Copy every line from the records below that holds the word "locate".

========================================================================

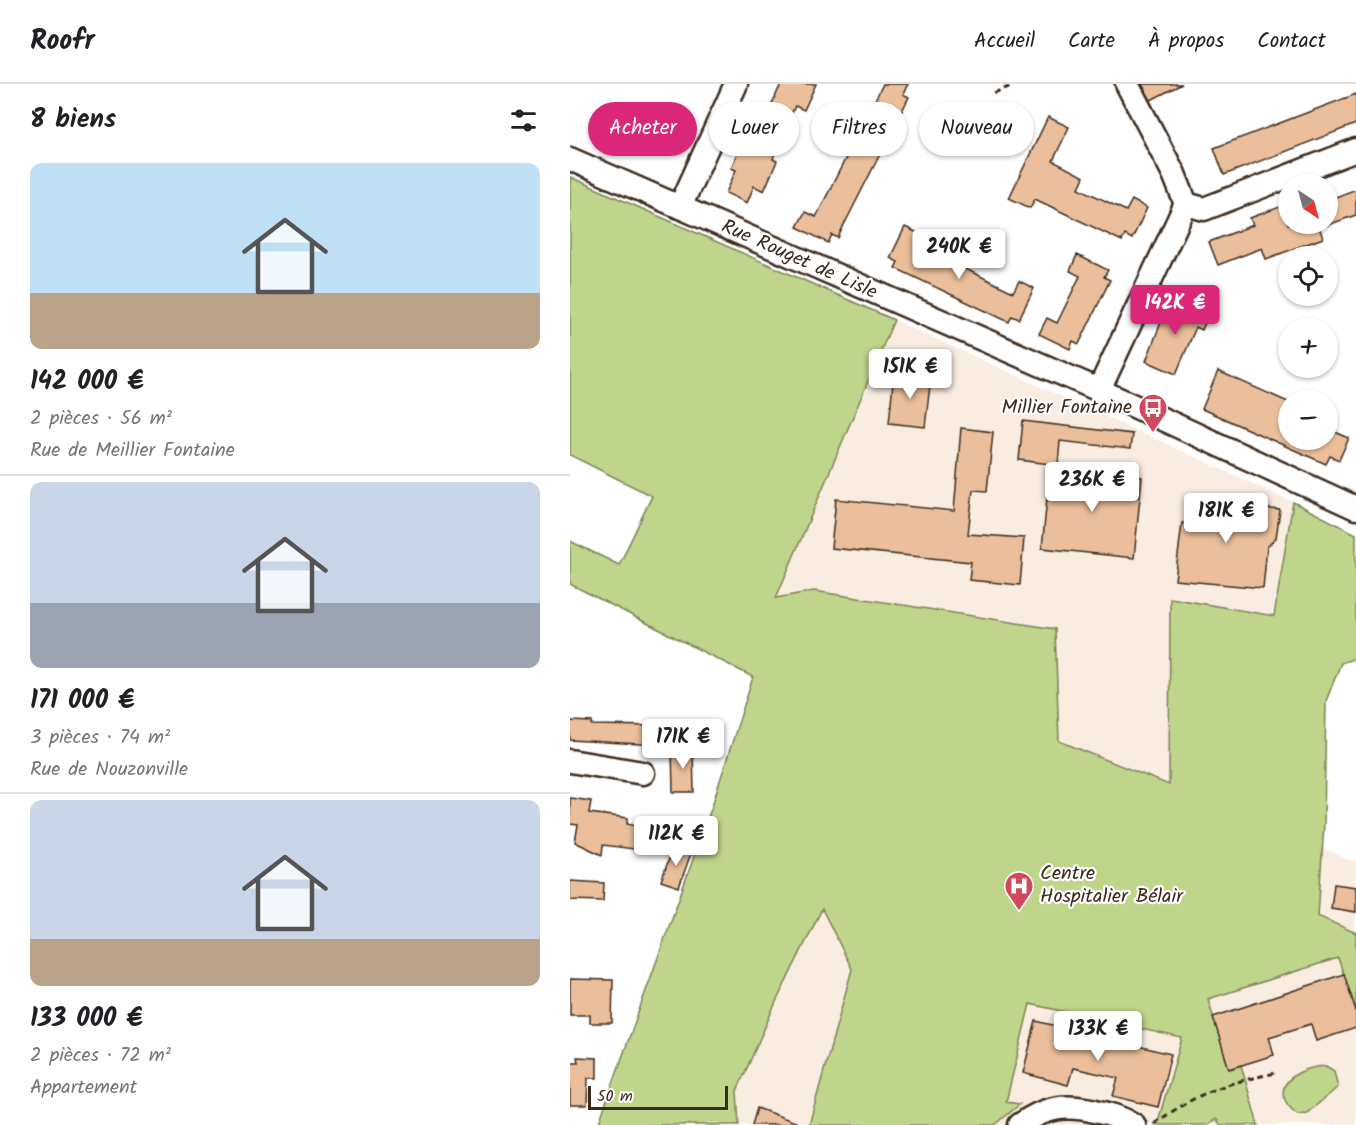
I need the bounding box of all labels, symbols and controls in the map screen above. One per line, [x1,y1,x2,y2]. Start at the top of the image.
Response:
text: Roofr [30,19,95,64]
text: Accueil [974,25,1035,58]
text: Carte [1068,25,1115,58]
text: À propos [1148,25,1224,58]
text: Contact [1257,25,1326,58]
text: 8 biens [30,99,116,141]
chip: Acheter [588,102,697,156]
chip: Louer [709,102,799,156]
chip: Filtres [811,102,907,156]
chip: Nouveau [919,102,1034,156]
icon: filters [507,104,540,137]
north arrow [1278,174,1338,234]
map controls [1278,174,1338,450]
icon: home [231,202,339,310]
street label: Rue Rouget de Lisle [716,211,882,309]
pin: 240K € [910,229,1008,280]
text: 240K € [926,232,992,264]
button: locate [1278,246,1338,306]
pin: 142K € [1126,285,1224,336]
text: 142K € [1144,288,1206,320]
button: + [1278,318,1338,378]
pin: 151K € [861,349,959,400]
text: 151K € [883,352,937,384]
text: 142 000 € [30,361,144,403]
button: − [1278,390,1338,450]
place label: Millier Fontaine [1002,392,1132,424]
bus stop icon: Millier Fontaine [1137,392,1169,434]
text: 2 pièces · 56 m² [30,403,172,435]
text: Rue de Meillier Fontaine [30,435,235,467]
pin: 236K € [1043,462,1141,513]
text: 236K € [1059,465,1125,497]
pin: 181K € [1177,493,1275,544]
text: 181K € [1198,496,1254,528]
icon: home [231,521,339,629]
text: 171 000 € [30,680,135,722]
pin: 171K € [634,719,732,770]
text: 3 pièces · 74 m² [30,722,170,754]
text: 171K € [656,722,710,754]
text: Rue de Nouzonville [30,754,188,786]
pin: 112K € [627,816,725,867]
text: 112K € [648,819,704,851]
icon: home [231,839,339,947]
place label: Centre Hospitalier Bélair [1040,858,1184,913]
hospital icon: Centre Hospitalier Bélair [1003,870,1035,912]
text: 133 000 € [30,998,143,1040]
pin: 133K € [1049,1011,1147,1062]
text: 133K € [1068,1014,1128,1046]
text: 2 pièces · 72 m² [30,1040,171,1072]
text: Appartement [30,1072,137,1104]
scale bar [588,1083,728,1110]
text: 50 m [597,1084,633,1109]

========================================================================

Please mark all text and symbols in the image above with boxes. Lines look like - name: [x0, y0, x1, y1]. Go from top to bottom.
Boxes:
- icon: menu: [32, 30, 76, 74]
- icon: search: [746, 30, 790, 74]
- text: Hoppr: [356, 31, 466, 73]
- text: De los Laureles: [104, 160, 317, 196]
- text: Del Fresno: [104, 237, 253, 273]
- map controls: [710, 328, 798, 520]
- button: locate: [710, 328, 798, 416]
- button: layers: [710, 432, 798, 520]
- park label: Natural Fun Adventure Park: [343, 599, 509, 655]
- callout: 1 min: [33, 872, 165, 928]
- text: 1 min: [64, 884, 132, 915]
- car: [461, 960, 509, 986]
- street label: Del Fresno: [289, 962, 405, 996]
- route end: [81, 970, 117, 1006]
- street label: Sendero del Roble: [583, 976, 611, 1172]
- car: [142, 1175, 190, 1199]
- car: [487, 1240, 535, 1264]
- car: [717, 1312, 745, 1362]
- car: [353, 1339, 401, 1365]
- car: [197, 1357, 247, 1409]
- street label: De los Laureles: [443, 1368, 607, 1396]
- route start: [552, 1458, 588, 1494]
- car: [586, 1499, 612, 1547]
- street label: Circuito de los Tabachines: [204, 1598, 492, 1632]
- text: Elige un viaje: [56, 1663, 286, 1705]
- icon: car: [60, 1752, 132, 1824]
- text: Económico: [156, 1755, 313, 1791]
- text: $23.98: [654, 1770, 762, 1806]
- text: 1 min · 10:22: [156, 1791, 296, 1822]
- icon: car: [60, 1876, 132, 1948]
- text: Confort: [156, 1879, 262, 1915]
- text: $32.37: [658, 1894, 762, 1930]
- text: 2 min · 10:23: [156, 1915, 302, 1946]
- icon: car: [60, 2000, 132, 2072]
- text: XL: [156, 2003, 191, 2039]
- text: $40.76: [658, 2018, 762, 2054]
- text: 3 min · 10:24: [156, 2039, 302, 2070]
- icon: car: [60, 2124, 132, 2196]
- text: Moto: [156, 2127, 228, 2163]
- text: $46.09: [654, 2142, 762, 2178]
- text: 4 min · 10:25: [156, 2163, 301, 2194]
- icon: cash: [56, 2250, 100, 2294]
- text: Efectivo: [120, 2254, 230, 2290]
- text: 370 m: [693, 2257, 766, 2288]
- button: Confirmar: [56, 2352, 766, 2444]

========================================================================

#### [Response to this exercise]
button: locate [1278,246,1338,306]
- button: locate: [710, 328, 798, 416]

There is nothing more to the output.